→ What this task involves: Would you please copy every line below that includes the string "absolute"?

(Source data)
┄┄┄┄┄┄┄┄┄┄

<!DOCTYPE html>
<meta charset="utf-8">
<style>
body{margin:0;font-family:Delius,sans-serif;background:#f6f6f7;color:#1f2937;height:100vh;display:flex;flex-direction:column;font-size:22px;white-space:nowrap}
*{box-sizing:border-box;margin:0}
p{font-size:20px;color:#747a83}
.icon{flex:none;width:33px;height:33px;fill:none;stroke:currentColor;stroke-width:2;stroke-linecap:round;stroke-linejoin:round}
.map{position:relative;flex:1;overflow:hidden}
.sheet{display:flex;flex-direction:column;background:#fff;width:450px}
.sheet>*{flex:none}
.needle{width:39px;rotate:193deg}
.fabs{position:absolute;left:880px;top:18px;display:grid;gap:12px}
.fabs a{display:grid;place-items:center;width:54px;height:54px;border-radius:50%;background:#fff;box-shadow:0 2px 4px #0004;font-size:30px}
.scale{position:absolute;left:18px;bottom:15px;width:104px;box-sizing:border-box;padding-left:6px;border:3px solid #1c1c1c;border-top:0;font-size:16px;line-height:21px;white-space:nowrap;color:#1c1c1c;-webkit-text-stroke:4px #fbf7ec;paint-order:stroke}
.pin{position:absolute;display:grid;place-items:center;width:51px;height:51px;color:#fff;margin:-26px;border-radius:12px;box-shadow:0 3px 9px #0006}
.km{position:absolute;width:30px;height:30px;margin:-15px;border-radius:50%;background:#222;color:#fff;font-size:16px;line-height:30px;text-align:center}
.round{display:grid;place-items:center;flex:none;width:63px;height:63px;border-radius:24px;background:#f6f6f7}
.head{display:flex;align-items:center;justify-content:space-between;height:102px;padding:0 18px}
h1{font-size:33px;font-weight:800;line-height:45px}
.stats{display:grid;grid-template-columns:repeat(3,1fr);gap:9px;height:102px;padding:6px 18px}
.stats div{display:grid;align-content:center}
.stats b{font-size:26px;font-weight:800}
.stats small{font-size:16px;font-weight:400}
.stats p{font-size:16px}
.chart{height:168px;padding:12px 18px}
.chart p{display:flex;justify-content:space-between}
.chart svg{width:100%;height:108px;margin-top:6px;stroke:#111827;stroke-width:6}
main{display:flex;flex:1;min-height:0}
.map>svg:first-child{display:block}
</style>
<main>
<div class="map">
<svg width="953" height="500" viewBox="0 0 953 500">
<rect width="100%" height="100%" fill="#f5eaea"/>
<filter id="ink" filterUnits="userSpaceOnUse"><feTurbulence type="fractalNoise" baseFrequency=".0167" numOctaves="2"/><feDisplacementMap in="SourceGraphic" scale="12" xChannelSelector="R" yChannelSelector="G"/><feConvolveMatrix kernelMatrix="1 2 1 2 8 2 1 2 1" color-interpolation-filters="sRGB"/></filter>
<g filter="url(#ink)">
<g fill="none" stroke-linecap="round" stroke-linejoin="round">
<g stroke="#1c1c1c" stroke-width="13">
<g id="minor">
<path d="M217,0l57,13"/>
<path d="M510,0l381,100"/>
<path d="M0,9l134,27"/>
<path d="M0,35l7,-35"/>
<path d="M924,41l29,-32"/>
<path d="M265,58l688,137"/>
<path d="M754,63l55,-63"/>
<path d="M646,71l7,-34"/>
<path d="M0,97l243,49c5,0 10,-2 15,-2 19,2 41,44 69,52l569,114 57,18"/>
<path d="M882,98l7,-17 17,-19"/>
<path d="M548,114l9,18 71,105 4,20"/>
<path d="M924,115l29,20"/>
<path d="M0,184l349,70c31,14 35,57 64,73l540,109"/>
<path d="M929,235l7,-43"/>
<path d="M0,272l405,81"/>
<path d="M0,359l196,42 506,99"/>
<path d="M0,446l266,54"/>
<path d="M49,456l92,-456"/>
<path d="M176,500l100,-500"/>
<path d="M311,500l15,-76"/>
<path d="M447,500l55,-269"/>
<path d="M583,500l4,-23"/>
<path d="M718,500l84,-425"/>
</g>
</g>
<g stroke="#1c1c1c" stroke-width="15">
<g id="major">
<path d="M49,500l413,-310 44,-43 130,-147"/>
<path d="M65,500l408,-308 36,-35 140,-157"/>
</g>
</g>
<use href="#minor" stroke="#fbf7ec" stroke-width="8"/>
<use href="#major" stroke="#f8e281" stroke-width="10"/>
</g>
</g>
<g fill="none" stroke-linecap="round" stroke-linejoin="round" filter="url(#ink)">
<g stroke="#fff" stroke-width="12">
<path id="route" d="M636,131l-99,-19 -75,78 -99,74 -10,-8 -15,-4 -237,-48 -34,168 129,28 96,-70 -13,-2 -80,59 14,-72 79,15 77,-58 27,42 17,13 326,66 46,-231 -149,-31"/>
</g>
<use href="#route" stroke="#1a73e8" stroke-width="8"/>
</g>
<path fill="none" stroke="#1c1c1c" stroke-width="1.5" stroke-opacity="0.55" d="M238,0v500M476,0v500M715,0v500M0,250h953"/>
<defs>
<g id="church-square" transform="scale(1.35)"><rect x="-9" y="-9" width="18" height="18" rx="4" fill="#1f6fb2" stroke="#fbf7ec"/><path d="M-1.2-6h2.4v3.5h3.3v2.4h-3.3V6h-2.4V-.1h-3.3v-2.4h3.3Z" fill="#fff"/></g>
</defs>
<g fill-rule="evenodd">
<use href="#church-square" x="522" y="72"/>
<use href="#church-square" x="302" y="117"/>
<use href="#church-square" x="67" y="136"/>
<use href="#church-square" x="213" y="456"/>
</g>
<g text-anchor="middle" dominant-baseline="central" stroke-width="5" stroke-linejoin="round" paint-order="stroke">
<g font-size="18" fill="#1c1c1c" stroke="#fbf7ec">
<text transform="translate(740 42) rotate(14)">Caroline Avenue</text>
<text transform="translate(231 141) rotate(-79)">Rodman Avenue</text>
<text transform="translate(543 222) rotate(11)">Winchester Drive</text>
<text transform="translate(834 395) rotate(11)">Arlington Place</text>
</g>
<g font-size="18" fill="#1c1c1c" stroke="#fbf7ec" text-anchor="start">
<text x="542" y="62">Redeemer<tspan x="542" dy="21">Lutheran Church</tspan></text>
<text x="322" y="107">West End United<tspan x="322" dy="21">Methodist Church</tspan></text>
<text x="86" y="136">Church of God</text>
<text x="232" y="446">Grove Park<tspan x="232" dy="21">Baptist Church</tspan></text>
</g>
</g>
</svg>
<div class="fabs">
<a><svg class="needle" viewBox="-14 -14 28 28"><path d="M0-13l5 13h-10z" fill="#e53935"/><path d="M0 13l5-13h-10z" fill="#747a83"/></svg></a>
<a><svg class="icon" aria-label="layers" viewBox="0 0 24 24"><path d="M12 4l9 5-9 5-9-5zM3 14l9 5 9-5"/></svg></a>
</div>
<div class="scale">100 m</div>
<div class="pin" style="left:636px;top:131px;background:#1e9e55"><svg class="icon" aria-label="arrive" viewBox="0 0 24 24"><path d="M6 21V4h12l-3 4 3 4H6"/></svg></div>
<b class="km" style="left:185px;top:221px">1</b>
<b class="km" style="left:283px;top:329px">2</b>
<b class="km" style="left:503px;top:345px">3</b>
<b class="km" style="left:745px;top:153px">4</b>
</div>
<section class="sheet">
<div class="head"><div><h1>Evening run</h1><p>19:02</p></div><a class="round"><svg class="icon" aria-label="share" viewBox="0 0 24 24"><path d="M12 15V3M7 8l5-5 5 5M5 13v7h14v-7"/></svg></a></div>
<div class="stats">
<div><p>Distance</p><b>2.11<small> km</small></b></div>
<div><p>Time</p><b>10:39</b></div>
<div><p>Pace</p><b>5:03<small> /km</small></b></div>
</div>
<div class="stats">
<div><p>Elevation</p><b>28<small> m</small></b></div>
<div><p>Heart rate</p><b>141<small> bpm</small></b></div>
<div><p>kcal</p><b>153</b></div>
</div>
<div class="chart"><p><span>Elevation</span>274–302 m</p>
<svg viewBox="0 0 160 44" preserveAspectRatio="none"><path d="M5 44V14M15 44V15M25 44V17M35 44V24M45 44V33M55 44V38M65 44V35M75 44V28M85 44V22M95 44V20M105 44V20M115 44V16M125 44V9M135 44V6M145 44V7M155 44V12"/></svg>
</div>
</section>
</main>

┄┄┄┄┄┄┄┄┄┄

→ Expected answer:
.fabs{position:absolute;left:880px;top:18px;display:grid;gap:12px}
.scale{position:absolute;left:18px;bottom:15px;width:104px;box-sizing:border-box;padding-left:6px;border:3px solid #1c1c1c;border-top:0;font-size:16px;line-height:21px;white-space:nowrap;color:#1c1c1c;-webkit-text-stroke:4px #fbf7ec;paint-order:stroke}
.pin{position:absolute;display:grid;place-items:center;width:51px;height:51px;color:#fff;margin:-26px;border-radius:12px;box-shadow:0 3px 9px #0006}
.km{position:absolute;width:30px;height:30px;margin:-15px;border-radius:50%;background:#222;color:#fff;font-size:16px;line-height:30px;text-align:center}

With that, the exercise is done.